I definitely wanted to avoid a simplistic rebuke: “The Bible isn’t a fairy tale, and it’s not made up. It’s true, and we need to believe it.” Not only would that have shut down the conversation and taught my son that he couldn’t come to me with these sorts of thoughts and questions, it would have been a statement that I don’t even fully believe all the time. Someday soon I’ll share with my son that sometimes, I wonder the same exact thing. But as we trekked through the woods that morning, this moment was about him, not about me. And so, my response was simple, intended to encourage further discussion:

“Yeah? What if it is? What do you think?”

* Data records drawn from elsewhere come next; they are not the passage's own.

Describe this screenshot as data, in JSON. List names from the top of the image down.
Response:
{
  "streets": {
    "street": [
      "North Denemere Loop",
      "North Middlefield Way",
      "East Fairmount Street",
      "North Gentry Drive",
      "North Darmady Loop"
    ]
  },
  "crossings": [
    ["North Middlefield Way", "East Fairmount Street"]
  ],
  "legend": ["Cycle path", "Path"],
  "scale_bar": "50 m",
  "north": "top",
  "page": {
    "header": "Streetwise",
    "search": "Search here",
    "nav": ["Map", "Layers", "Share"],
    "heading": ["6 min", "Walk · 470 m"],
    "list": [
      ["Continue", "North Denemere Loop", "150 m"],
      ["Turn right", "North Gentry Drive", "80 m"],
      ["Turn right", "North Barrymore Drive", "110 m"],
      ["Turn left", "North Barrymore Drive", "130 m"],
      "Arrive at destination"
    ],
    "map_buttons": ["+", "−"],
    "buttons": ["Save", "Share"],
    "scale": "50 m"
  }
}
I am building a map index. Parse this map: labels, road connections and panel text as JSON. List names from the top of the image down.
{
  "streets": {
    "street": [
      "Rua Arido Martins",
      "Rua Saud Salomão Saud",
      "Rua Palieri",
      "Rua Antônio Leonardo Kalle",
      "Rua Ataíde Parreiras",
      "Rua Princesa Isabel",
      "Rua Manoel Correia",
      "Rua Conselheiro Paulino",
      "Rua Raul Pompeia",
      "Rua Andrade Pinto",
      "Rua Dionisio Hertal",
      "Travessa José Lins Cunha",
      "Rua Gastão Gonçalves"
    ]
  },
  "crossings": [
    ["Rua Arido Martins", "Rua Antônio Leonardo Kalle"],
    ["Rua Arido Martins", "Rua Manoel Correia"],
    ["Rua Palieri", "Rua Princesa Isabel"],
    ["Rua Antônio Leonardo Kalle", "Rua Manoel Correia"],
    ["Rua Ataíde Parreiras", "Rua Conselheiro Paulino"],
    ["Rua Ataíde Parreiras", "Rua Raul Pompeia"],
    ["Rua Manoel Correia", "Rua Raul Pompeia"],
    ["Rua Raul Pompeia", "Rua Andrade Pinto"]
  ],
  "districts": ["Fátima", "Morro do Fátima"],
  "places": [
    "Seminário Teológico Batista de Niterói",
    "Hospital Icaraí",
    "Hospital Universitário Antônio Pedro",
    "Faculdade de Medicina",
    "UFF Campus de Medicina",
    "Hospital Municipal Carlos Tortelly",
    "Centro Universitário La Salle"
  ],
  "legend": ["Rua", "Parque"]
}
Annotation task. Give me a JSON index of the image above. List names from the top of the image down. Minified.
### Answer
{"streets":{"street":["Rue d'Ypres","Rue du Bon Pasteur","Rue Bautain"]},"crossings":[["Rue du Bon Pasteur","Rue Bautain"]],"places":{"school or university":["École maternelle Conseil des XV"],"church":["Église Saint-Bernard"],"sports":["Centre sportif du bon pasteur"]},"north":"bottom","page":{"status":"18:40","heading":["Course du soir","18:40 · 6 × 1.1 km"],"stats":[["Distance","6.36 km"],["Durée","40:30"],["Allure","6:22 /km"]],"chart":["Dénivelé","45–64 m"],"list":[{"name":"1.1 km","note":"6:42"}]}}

He took the permission and ran with it, putting a clarifying point on his question.

“I mean, what if God didn’t really create everything like it says?”

“That’s a really good question, buddy. What if we think about it like this: all of this stuff around us right now — the trees, the sky, the ground — there was a time when none of it existed, right?”


“Before any of this stuff existed, someone had to exist who made all of it. That would be God.”

“Yeah, but what if it wasn’t God like in the Bible? What if it was a different God? What if it was, like, the Mexican God or something?”

(Here, I stop to marvel at my son’s amazing critical thinking skills intersecting with his limited world experience — instead of, say, the Buddhist God or the Hindu God or something along those lines, he uses the phrase “Mexican God”. Not in a racially insensitive way, and not to imply Mexicans can’t believe in the Christian God, but simply as a stand-in descriptor for some other deity outside his experience.)

“That’s another great question.” I want him to feel comfortable asking these sorts of questions as he grows up. And, honestly, it is a great question. “Let’s start here: whoever existed before everything else must have been some sort of God.”

“But how do you know that?”

“Well, since they had the power to create things, like this tree, it couldn’t have been a human, right? Can you make a tree?”

Here, there was giggling and jokes about making trees appear out of thin air. Eventually, I continued:

“So maybe the question is, ‘What kind of God created everything?’ Was he kind? Loving? Evil? Angry? And to me, the Bible says it was a loving God.”

“Yeah, but how do you know that’s true? How do you know for sure?”

“Well, I guess you can’t know for sure. That’s why they call it faith. You just choose to believe.”

“Dad, I still believe in the Christian God.”

“Okay, buddy.”

“But what if it’s not?”

“One of the reasons I choose to believe that God is a loving and kind God is because of Jesus. He came as a real person and said, ‘If you want to know what God is like, look at me.’ He said he looked like exactly what God looked like. And when I read stories about Jesus, I see stories that are full of love and kindness. So, I choose to believe that.”


And with that, we found ourselves climbing the final set of rocks up to that little waterfall, our original destination. As I sat and watched our kids brave the icy cold mountain water, I couldn’t help but feel thankful that our journey had led us to even more beautiful places that morning. We didn’t talk about faith or God on the hike back to the car. Our nine-year-old probably won’t remember this conversation for much longer, if he still remembers it now. But I will. This impromptu, unexpected dialog with my son will remain profoundly meaningful to me, and I am grateful to God for allowing it to happen.